Marry Our Fortunes Together: Sting and Paul Simon in Concert

I have had the good fortune of seeing several living legends in concert. Paul McCartney, Ringo Starr, Bill Cosby, Bob Newhart, Peter, Paul & Mary, David Bowie--some lived up to their legendary status, others have not. How they do isn't entirely the point; the point is to participate, to have a point of contact with someone who in small and big ways marks our cultural history for us. But most of them were awesome anyway.
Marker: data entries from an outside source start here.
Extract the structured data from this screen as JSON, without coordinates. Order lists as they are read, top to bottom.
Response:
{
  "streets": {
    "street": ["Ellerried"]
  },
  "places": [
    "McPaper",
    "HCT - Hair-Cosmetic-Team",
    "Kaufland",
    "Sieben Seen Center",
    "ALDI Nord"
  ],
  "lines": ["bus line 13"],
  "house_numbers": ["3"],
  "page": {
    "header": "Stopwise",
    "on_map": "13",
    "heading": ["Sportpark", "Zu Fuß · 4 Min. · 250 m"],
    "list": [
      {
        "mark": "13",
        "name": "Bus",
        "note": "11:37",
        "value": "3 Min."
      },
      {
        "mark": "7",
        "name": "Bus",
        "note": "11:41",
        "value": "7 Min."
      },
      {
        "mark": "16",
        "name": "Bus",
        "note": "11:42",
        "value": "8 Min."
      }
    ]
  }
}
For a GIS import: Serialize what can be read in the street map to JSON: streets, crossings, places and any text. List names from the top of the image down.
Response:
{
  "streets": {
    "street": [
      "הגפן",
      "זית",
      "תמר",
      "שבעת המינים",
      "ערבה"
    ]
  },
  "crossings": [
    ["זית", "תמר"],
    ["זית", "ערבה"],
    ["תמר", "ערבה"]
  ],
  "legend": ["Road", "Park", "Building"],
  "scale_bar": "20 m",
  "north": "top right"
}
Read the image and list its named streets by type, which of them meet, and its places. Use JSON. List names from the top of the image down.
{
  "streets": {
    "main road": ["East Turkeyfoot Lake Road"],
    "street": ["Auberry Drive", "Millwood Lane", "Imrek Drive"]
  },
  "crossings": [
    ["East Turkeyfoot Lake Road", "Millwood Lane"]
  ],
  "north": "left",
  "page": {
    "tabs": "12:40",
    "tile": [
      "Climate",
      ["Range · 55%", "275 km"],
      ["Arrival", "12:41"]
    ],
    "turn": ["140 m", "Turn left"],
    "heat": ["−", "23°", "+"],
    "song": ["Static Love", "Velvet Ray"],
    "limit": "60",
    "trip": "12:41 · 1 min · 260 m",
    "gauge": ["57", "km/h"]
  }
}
Last night I got to kill two old birds, Sting and Paul Simon, with one rock show at Chicago's United Center. Sting--the lead singer, bassist and main songwriter from one of my favorite bands, the Police, whose solo work was always in the background of my late adolescence and early adulthood, eluded me for years before I finally first saw him perform in the late 1990s. He's a true artist, regularly reinventing his songs and reconstructing his band accordingly--as a saxophonist, for example, I was sad when he parted ways with Branford Marsalis and started favoring the trumpet in his arrangements. The trumpet! I suppose I'll still listen ...

Paul Simon is, it turns out, one of Sting's "mentors," an idol even to other idols. His music didn't just shape me, it shaped a generation--two generations, actually, as his constructive engagement of African musicians in the 1980s was as influential as his New York folk standards from the 1960s and 1970s. I sat next to a woman probably ten to fifteen years older than I am; we sang along to many different songs, but we sang along together to even more.

I like the premise of a show like this. It requires a level of musical maturity and mutuality; Simon must appreciate Sting as much as Sting appreciates Simon; Sting must take ownership of Simon's songs as freely as Simon does his. And then, of course, they have to blend with one another. In this case, that's no mean feat: far beyond the typical pop orchestration--drums, bass, guitar, keyboard--each artist's repertoire required a wide range of additional instrumentation. Their bands had to learn one another's songs, had to gel with one another, the musical equivalent of Simon's lyric from "America": "Let us be lovers; we'll marry our fortunes together." Two bands become one band, never losing their own identities, creating something new and dynamic and meaningful.

As eclectic as Sting can be, he played to the crowd last night. Before he was a tantric Viking living in a castle, doing yoga and playing the lute, he was a hardscrabble musician fronting a leading British new wave band, competing for fans with the likes of Elvis Costello and the Clash. So he knows how to rile people up. He name-dropped Chicago a lot, each time eliciting a loud cheer; he and his background singer frequently encouraged the crowd to take over the vocals, which only made us happier. Even though Sting is debuting a Broadway-bound musical in Chicago later this spring, he steered clear of the unfamiliar stuff. He didn't even mention the musical, let alone play any songs from it. No, his set list was, by and large, limited to the hits, stuff we'd all heard a million times, stuff we drove in longing to hear.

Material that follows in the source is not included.